> _Required work_: From the entries below, return only the lines starting at the one that contains "Input: one rendered" and ending at the one that contains "Annotation task. Parse", exactly as they stand.

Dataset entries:
• • • • • • •

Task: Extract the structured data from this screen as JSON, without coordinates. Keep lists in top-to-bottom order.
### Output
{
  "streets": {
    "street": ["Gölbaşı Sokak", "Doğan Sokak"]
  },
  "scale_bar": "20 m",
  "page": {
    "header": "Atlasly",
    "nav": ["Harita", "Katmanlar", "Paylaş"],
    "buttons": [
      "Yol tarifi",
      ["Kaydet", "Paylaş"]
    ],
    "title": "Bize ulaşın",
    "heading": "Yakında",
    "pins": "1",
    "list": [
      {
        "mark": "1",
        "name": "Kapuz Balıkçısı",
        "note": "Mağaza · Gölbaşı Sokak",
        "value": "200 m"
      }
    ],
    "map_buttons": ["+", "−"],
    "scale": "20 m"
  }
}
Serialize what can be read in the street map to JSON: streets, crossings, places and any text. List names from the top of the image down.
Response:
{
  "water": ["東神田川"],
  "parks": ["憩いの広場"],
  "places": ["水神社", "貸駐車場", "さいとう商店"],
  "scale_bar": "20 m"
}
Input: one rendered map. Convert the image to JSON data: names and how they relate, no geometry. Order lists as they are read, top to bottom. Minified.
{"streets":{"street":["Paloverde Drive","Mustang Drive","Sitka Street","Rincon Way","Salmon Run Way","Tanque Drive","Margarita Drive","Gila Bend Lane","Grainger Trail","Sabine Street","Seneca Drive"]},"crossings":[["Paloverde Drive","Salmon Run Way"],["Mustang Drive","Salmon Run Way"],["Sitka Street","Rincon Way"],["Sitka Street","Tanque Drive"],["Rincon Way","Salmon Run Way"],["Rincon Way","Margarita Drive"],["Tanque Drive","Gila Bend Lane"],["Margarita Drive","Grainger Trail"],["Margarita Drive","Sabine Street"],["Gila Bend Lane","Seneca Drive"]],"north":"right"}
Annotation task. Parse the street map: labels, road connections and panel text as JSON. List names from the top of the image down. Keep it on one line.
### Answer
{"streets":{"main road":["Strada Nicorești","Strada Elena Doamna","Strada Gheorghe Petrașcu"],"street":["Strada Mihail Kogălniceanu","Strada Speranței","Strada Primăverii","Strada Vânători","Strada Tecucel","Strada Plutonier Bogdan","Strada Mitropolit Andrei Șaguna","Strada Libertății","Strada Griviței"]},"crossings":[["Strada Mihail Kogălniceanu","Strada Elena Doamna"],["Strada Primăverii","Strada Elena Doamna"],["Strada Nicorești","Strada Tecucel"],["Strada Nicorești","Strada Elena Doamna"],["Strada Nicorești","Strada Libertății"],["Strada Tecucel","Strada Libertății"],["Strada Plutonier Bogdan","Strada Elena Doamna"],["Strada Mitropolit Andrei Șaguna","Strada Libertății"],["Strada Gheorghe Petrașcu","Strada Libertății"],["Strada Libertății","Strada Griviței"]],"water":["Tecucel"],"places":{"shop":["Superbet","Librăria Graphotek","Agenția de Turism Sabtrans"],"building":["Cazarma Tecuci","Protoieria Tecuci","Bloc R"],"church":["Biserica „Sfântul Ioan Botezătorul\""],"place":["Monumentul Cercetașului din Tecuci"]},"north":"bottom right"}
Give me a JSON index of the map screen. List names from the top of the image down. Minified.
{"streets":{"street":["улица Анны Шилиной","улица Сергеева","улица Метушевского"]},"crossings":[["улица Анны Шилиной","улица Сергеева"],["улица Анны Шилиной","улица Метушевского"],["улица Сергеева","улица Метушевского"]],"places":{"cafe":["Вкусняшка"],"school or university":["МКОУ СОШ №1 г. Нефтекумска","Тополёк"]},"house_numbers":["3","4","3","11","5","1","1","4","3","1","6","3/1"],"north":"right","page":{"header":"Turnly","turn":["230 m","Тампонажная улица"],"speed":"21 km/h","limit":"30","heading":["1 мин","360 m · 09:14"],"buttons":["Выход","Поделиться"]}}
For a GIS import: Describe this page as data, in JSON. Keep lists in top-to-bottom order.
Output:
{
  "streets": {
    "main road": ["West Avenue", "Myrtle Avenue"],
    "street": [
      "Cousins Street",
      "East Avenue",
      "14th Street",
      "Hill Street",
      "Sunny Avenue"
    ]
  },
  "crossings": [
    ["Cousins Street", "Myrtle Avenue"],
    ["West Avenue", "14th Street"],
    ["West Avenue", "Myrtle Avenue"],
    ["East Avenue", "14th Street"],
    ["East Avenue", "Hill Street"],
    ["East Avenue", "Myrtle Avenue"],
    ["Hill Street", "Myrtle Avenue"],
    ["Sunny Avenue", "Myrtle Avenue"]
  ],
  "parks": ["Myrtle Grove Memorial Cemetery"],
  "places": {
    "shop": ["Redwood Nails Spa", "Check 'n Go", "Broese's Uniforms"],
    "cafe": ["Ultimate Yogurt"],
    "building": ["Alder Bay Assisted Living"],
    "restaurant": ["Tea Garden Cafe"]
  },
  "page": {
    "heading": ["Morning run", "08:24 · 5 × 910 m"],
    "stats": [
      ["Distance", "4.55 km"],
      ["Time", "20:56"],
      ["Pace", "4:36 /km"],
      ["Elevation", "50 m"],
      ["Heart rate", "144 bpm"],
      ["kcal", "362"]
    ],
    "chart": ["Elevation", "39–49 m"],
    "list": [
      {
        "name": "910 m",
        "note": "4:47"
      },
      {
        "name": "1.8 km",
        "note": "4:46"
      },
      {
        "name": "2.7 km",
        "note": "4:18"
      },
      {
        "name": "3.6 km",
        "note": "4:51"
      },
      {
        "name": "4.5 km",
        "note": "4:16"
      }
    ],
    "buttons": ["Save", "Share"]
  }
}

• • • • • • •

> _Completed exercise_:
Input: one rendered map. Convert the image to JSON data: names and how they relate, no geometry. Order lists as they are read, top to bottom. Minified.
{"streets":{"street":["Paloverde Drive","Mustang Drive","Sitka Street","Rincon Way","Salmon Run Way","Tanque Drive","Margarita Drive","Gila Bend Lane","Grainger Trail","Sabine Street","Seneca Drive"]},"crossings":[["Paloverde Drive","Salmon Run Way"],["Mustang Drive","Salmon Run Way"],["Sitka Street","Rincon Way"],["Sitka Street","Tanque Drive"],["Rincon Way","Salmon Run Way"],["Rincon Way","Margarita Drive"],["Tanque Drive","Gila Bend Lane"],["Margarita Drive","Grainger Trail"],["Margarita Drive","Sabine Street"],["Gila Bend Lane","Seneca Drive"]],"north":"right"}
Annotation task. Parse the street map: labels, road connections and panel text as JSON. List names from the top of the image down. Keep it on one line.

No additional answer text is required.